BRIEF> Which lines in the data contain the word "names"? Please copy each of them.

--------

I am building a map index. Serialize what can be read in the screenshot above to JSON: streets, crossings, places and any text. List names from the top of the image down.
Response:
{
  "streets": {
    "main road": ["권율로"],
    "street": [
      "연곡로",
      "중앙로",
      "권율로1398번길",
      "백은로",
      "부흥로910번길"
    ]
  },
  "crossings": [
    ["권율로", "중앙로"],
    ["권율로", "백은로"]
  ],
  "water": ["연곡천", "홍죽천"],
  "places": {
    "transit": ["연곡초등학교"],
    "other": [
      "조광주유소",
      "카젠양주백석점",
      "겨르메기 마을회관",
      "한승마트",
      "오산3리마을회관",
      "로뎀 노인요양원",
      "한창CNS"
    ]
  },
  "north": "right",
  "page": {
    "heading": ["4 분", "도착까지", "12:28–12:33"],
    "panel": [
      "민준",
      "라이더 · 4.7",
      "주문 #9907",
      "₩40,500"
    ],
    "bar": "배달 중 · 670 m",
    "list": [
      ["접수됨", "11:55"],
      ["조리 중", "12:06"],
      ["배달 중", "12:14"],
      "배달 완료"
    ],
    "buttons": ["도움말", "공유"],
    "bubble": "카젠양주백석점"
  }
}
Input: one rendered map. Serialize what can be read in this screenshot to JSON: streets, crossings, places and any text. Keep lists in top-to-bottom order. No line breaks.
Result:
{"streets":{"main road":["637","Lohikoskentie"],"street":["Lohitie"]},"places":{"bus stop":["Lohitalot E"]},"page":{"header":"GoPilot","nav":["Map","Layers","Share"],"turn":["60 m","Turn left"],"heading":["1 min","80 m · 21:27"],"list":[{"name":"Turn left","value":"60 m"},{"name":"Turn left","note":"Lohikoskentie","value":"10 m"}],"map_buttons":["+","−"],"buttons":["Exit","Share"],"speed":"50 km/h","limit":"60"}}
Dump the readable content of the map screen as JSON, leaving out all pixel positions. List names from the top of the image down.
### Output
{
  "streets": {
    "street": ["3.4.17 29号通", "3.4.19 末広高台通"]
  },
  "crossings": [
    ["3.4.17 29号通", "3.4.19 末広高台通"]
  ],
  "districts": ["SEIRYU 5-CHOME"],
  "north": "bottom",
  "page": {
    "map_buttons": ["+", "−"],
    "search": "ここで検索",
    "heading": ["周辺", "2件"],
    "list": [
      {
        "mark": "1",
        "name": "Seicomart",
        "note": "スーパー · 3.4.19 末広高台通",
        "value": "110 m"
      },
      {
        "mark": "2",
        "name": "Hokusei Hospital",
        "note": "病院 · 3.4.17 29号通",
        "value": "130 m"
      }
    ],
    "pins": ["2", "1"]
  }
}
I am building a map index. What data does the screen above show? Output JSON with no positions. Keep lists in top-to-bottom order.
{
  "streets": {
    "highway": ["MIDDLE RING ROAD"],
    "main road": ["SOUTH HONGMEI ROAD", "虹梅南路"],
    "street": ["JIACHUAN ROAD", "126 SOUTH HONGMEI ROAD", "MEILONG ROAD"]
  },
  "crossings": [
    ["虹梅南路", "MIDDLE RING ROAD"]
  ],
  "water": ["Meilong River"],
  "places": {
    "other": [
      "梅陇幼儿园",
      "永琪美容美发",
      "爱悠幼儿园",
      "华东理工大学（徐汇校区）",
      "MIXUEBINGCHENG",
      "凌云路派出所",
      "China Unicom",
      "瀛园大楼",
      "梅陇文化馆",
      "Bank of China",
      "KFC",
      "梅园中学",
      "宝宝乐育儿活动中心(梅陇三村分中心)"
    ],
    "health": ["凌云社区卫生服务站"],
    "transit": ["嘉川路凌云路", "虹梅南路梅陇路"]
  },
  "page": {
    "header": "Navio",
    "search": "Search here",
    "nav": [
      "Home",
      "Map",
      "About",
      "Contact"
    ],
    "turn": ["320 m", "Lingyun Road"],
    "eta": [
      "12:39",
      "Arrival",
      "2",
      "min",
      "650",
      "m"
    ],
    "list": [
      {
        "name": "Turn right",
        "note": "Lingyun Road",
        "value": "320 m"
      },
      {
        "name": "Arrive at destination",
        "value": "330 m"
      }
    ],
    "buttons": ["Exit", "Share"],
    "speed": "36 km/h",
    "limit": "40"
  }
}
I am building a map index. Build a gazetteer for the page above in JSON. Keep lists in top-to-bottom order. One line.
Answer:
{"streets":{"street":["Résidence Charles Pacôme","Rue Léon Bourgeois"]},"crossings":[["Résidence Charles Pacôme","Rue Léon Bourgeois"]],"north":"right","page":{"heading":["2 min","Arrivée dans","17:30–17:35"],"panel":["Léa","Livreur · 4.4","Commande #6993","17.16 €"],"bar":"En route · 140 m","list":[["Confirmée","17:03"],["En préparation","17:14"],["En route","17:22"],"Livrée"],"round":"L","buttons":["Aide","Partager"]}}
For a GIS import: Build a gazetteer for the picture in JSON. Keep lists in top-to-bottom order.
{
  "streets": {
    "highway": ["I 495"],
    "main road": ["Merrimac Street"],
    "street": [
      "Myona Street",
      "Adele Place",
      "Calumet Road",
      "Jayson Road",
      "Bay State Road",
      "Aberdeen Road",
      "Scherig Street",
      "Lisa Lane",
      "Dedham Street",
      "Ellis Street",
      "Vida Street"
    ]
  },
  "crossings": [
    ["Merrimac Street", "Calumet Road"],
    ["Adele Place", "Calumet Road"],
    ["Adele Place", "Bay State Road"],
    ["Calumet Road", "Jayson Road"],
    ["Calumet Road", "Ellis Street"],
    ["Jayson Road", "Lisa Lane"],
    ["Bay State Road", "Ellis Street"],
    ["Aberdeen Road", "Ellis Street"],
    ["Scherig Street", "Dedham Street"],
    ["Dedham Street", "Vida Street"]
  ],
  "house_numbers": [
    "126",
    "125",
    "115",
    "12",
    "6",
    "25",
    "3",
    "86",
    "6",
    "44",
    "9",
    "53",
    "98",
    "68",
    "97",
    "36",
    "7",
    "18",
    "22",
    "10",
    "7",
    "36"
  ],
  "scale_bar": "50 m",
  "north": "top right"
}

--------

RESPONSE AREA>
I am building a map index. Serialize what can be read in the screenshot above to JSON: streets, crossings, places and any text. List names from the top of the image down.
Dump the readable content of the map screen as JSON, leaving out all pixel positions. List names from the top of the image down.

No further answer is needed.